L’idée de cette ascendance lui vient de sa mère. Anne-Justine-Caroline Fleuriot, qui n’avait pas encore dix ans lorsque son père mourut, fut recueillie par sa famille maternelle. C’est dans ce milieu de petite noblesse normande qu’elle aurait écouté les récits de la Grande Guerre de 1793 et de ses héros. En particulier d’un certain Fleuriot, chef royaliste, auquel elle s’est rattachée. 

Il y eut deux frères de ce nom : Jacques Fleuriot de La Freulière, né à Ancenis en 1736, blessé grièvement à la bataille de Nantes le 29 juin 1793 et mort le 10 juillet à Saint-Florent-le-Vieil ; et son frère Nicolas-Jacques, né à Ancenis en 1738, qui devint généralissime de la Grande Armée catholique et royale en remplacement d’Henri de La Rochejaquelein.

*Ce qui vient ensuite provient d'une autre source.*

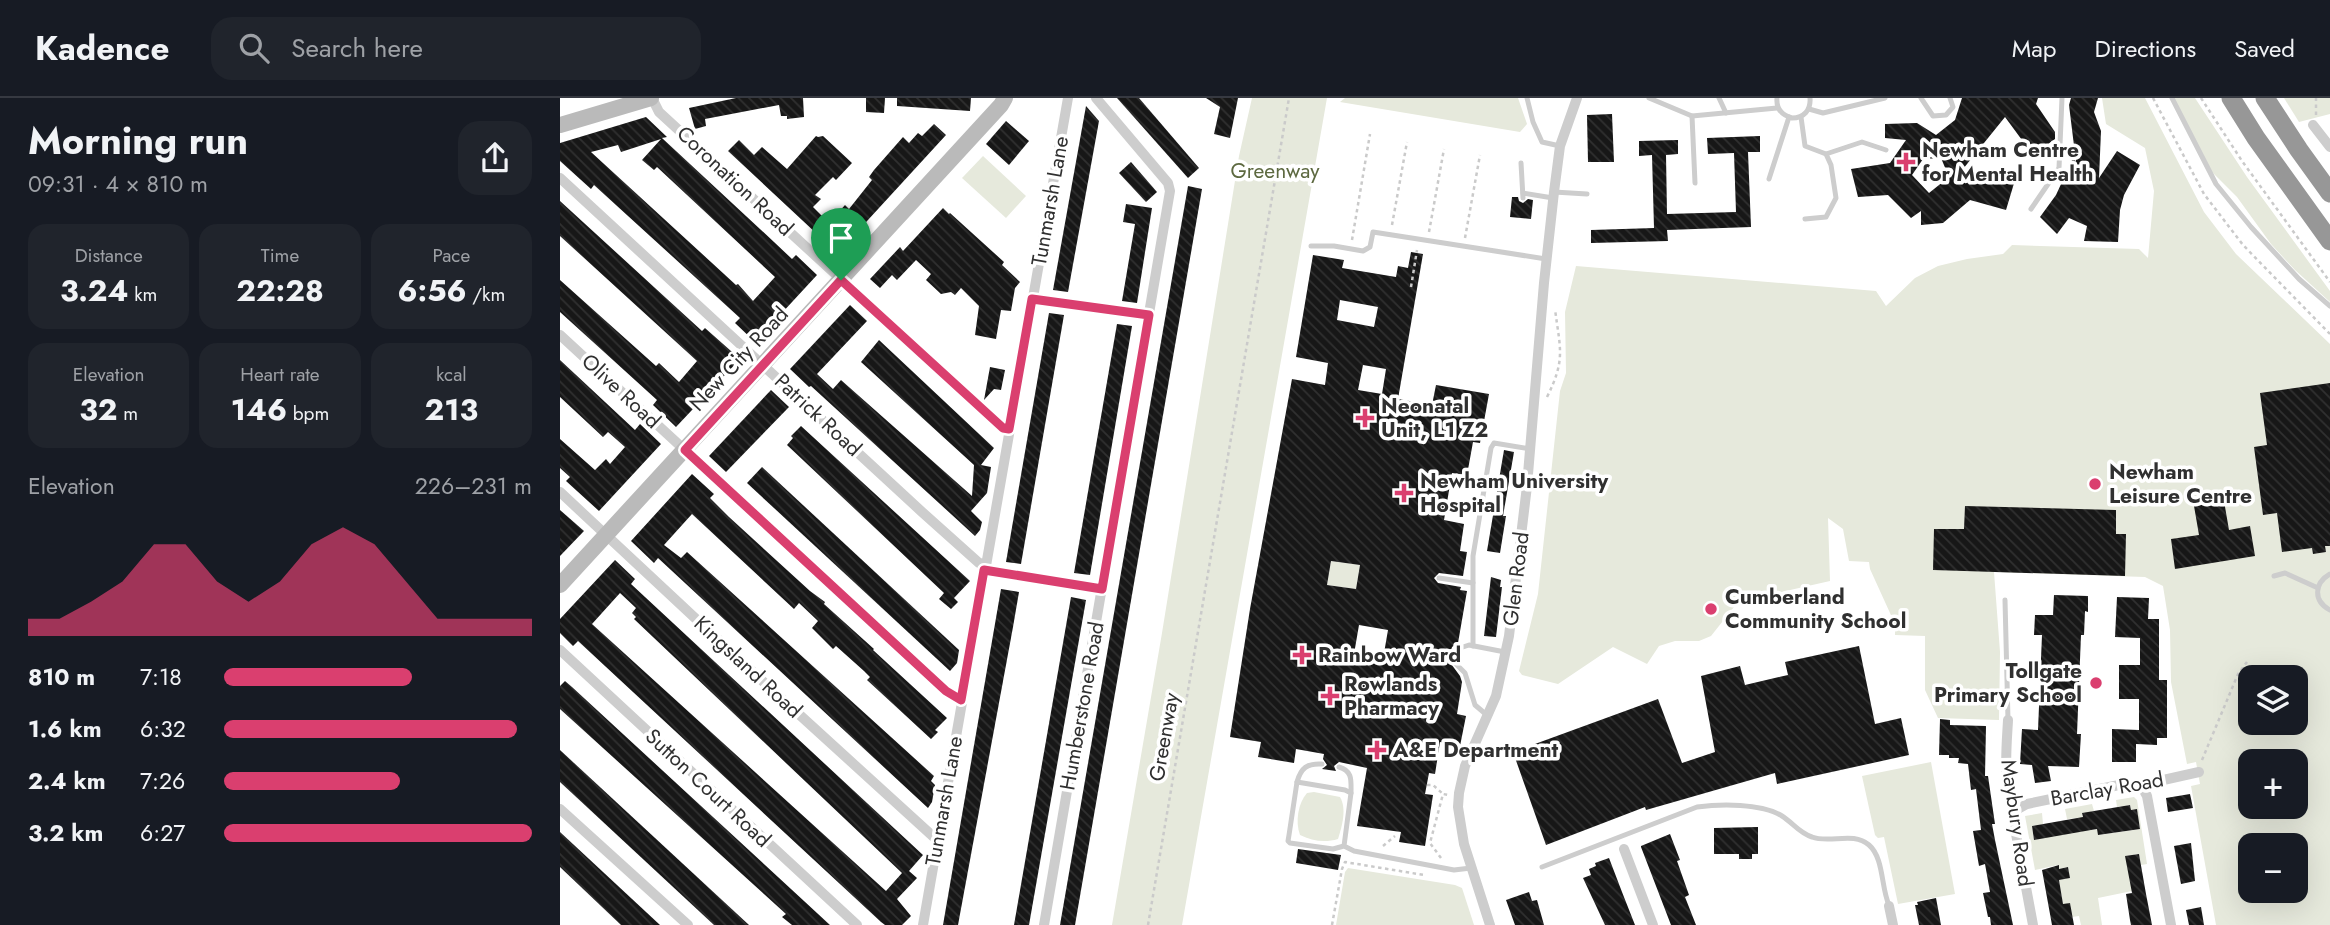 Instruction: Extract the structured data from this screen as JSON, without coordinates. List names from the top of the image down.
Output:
{
  "streets": {
    "street": [
      "Coronation Road",
      "Tunmarsh Lane",
      "New City Road",
      "Olive Road",
      "Patrick Road",
      "Glen Road",
      "Kingsland Road",
      "Humberstone Road",
      "Sutton Court Road",
      "Barclay Road",
      "Maybury Road"
    ],
    "path": ["Greenway"]
  },
  "crossings": [
    ["Coronation Road", "Tunmarsh Lane"],
    ["Coronation Road", "New City Road"],
    ["Tunmarsh Lane", "Olive Road"],
    ["Tunmarsh Lane", "Patrick Road"],
    ["Tunmarsh Lane", "Kingsland Road"],
    ["New City Road", "Olive Road"],
    ["New City Road", "Patrick Road"],
    ["New City Road", "Kingsland Road"],
    ["Barclay Road", "Maybury Road"]
  ],
  "parks": ["Greenway"],
  "places": {
    "health": [
      "Newham Centre for Mental Health",
      "Neonatal Unit, L1 Z2",
      "Newham University Hospital",
      "Rainbow Ward",
      "Rowlands Pharmacy",
      "A&E Department"
    ],
    "other": ["Newham Leisure Centre", "Cumberland Community School", "Tollgate Primary School"]
  },
  "page": {
    "header": "Kadence",
    "search": "Search here",
    "nav": ["Map", "Directions", "Saved"],
    "heading": ["Morning run", "09:31 · 4 × 810 m"],
    "stats": [
      ["Distance", "3.24 km"],
      ["Time", "22:28"],
      ["Pace", "6:56 /km"],
      ["Elevation", "32 m"],
      ["Heart rate", "146 bpm"],
      ["kcal", "213"]
    ],
    "chart": ["Elevation", "226–231 m"],
    "list": [
      {
        "name": "810 m",
        "note": "7:18"
      },
      {
        "name": "1.6 km",
        "note": "6:32"
      },
      {
        "name": "2.4 km",
        "note": "7:26"
      },
      {
        "name": "3.2 km",
        "note": "6:27"
      }
    ],
    "map_buttons": ["+", "−"]
  }
} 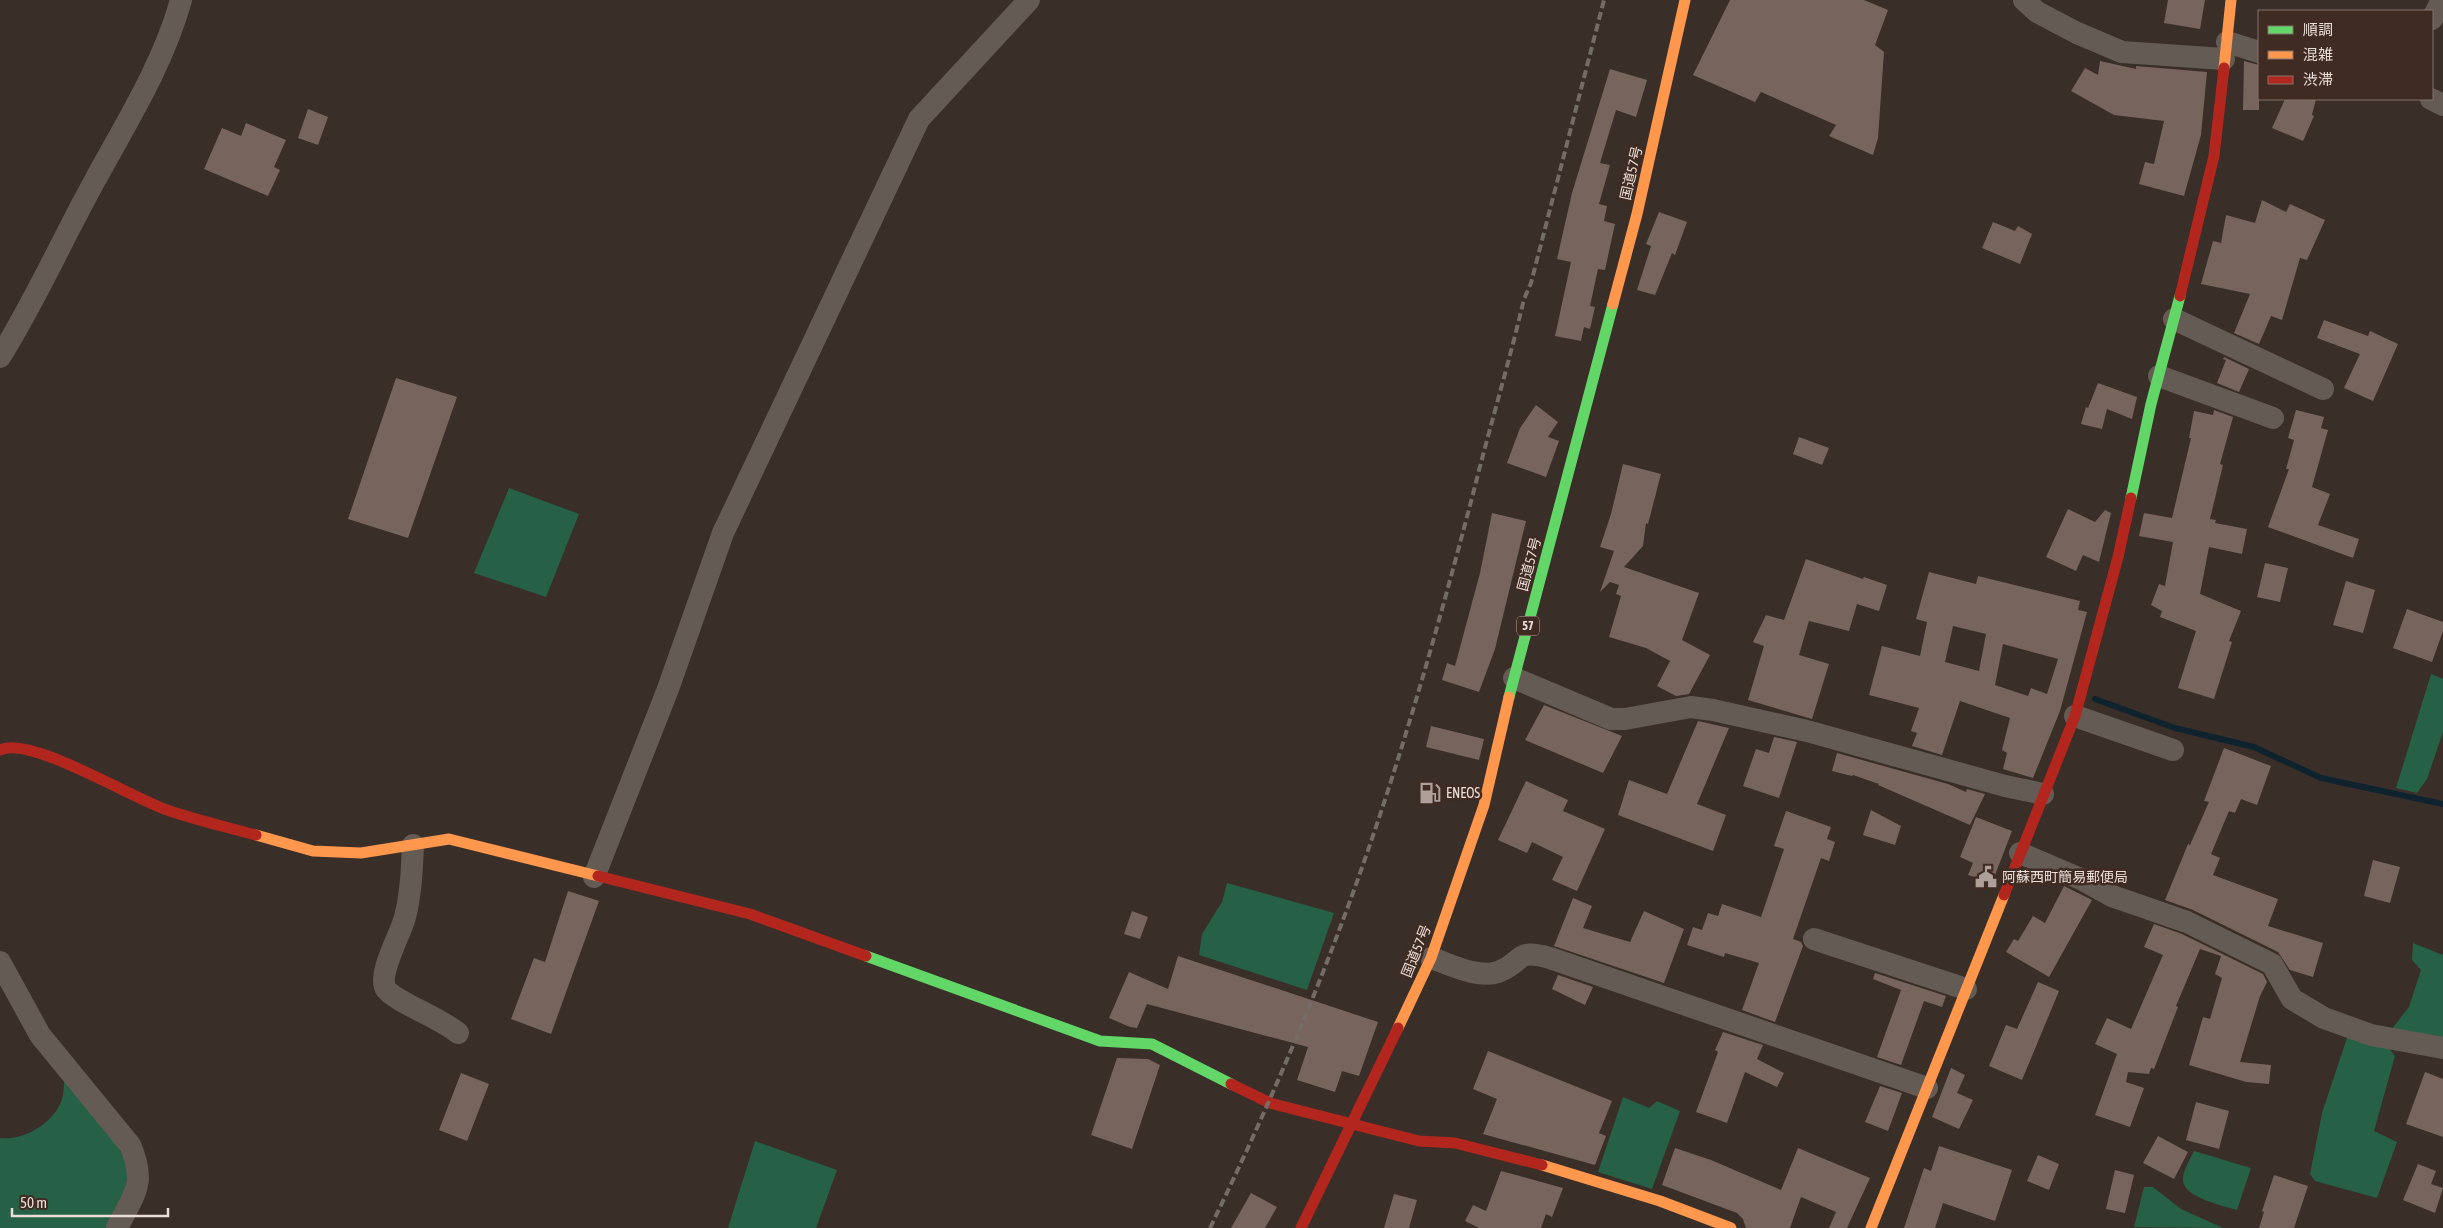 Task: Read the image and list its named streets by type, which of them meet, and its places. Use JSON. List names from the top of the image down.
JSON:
{
  "streets": {
    "main road": ["国道57号", "57"]
  },
  "places": {
    "fuel station": ["ENEOS"],
    "public building": ["阿蘇西町簡易郵便局"]
  },
  "legend": ["順調", "混雑", "渋滞"],
  "scale_bar": "50 m"
}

Il survécut à la guerre, fut maire d’Oudon, et mourut en 1824. Bien entendu, rien ne les relie aux Fleuriot d'Argences. 

FLEURIOTAu cimetière d'Oudon, la tombe de Jacques-Nicolas Fleuriot de La Freulière
et la plaque posée par le Souvenir Vendéen en 1983

   

Bien que cela sorte du cadre de notre sujet, on ne trouve pas non plus de trace, dans la généalogie de Flaubert, de son « aïeule la sauvagesse, une Natchez ou une Iroquoise », dont il était si fier. Si l’un de ses ancêtres, Jean-François Le Pouterel, s’est en effet établi en Nouvelle-France au XVIIe siècle, on ne lui connaît aucune union avec une autochtone. Mais pourquoi s’encombrer de preuves généalogiques quand l’imagination a tant à offrir au romancier ? 
   


Notes :

  1. Flaubert parle du roman Cadio de sa correspondante.
  2. Roman posthume de Flaubert, publié en 1881. 
  3. Simone Loidreau, Les origines vendéennes de Victor Hugo : légende ou vérité ? Revue du Souvenir Vendéen, n°135 (juin 1981), pp. 14-44.